▸ Your assignment
Please keep to the lines below from the one with "Describe the screenshot" through the one with "Parse the map", and restate them word for word, ends included.

▸ Data for this task
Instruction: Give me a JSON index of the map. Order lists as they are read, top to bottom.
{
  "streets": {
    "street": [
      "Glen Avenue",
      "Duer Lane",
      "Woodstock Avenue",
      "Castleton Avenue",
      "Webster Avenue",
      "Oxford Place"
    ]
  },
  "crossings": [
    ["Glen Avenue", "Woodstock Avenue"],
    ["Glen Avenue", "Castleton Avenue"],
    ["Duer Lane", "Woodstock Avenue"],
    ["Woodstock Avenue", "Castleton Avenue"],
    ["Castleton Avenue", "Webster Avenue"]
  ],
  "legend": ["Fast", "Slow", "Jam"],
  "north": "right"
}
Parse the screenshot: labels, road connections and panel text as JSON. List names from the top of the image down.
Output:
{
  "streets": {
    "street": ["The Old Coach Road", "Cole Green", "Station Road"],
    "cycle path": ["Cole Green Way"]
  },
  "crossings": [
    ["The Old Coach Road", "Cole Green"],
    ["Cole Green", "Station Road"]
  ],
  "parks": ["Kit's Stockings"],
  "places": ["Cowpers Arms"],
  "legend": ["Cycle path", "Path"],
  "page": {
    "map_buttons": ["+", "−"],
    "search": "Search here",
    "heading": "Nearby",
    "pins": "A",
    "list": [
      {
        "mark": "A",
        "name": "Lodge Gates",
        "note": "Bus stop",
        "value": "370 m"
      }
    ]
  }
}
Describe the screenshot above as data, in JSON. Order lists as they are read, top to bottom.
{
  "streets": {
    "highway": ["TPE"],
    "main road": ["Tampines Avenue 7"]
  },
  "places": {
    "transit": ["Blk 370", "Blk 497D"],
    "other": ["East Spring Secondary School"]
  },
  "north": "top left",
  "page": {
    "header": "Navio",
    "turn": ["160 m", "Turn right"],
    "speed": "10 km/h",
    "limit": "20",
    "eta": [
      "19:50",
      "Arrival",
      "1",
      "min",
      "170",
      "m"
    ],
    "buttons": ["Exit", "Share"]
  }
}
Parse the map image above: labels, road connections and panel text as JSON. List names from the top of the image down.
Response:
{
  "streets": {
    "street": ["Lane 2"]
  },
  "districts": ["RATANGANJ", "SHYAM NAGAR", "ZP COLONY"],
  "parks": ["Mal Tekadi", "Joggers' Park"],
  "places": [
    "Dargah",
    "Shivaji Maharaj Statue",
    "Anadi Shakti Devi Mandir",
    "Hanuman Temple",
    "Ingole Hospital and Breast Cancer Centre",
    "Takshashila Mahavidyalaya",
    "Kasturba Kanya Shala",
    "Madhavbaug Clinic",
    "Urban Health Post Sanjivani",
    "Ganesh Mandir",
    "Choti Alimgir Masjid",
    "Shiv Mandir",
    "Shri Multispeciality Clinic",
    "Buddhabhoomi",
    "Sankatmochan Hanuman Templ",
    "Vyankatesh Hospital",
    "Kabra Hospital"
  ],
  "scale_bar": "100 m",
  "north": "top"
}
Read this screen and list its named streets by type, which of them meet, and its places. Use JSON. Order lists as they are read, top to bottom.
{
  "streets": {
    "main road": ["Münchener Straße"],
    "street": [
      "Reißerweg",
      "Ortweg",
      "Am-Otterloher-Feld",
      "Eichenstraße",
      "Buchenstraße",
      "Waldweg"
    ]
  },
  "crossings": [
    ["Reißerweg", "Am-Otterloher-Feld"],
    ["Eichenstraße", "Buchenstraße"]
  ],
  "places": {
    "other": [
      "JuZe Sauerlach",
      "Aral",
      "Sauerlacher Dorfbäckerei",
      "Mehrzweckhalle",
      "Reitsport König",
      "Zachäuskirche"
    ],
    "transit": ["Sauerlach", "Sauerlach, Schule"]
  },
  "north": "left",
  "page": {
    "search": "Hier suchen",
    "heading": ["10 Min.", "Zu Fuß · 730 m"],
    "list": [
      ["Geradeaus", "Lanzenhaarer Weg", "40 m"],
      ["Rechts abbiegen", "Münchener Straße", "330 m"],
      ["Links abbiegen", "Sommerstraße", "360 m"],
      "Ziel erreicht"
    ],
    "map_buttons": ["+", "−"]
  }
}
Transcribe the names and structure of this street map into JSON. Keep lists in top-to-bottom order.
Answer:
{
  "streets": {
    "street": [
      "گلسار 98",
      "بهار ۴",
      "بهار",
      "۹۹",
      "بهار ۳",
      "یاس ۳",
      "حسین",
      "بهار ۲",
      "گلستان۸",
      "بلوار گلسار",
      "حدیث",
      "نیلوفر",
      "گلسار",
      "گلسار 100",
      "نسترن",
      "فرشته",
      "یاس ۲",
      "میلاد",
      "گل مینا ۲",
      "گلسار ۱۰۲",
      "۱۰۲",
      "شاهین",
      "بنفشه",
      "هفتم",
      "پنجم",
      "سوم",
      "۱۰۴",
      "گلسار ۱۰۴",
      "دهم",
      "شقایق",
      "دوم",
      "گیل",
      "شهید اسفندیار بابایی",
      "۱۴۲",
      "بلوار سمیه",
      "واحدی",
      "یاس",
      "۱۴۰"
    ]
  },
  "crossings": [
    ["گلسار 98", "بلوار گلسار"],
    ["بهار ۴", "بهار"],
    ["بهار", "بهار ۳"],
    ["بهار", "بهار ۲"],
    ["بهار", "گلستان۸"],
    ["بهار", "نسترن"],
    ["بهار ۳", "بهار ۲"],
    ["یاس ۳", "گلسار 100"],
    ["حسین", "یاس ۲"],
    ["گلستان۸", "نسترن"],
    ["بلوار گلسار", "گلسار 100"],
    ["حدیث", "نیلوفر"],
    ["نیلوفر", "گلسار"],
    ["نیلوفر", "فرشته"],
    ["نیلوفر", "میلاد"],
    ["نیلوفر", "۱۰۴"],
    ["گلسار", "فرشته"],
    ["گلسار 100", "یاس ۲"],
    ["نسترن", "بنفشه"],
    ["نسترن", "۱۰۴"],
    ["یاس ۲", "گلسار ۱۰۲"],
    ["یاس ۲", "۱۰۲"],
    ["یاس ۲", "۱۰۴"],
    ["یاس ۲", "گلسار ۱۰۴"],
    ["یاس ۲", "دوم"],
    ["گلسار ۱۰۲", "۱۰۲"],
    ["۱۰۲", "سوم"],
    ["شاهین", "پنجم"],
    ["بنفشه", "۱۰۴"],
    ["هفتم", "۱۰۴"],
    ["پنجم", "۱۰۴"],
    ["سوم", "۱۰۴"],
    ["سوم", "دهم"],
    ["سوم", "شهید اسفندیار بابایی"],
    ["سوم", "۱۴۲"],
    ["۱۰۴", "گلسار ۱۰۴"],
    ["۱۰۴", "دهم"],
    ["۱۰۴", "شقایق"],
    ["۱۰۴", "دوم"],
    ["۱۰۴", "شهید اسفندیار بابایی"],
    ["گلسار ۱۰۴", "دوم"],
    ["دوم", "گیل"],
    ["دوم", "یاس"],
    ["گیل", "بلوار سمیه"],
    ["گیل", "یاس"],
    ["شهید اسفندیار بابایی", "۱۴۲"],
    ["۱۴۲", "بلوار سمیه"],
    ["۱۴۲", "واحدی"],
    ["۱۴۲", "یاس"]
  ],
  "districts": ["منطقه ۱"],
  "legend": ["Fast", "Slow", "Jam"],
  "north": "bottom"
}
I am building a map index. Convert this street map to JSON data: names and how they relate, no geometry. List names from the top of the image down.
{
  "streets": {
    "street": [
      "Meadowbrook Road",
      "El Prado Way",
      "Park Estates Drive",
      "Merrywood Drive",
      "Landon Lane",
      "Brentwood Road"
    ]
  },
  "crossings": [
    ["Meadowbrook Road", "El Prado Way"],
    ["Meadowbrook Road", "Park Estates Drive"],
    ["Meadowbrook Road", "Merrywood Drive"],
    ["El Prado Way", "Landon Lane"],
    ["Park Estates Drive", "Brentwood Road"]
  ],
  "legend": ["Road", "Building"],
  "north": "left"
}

▸ Solution to this task
Describe the screenshot above as data, in JSON. Order lists as they are read, top to bottom.
{
  "streets": {
    "highway": ["TPE"],
    "main road": ["Tampines Avenue 7"]
  },
  "places": {
    "transit": ["Blk 370", "Blk 497D"],
    "other": ["East Spring Secondary School"]
  },
  "north": "top left",
  "page": {
    "header": "Navio",
    "turn": ["160 m", "Turn right"],
    "speed": "10 km/h",
    "limit": "20",
    "eta": [
      "19:50",
      "Arrival",
      "1",
      "min",
      "170",
      "m"
    ],
    "buttons": ["Exit", "Share"]
  }
}
Parse the map image above: labels, road connections and panel text as JSON. List names from the top of the image down.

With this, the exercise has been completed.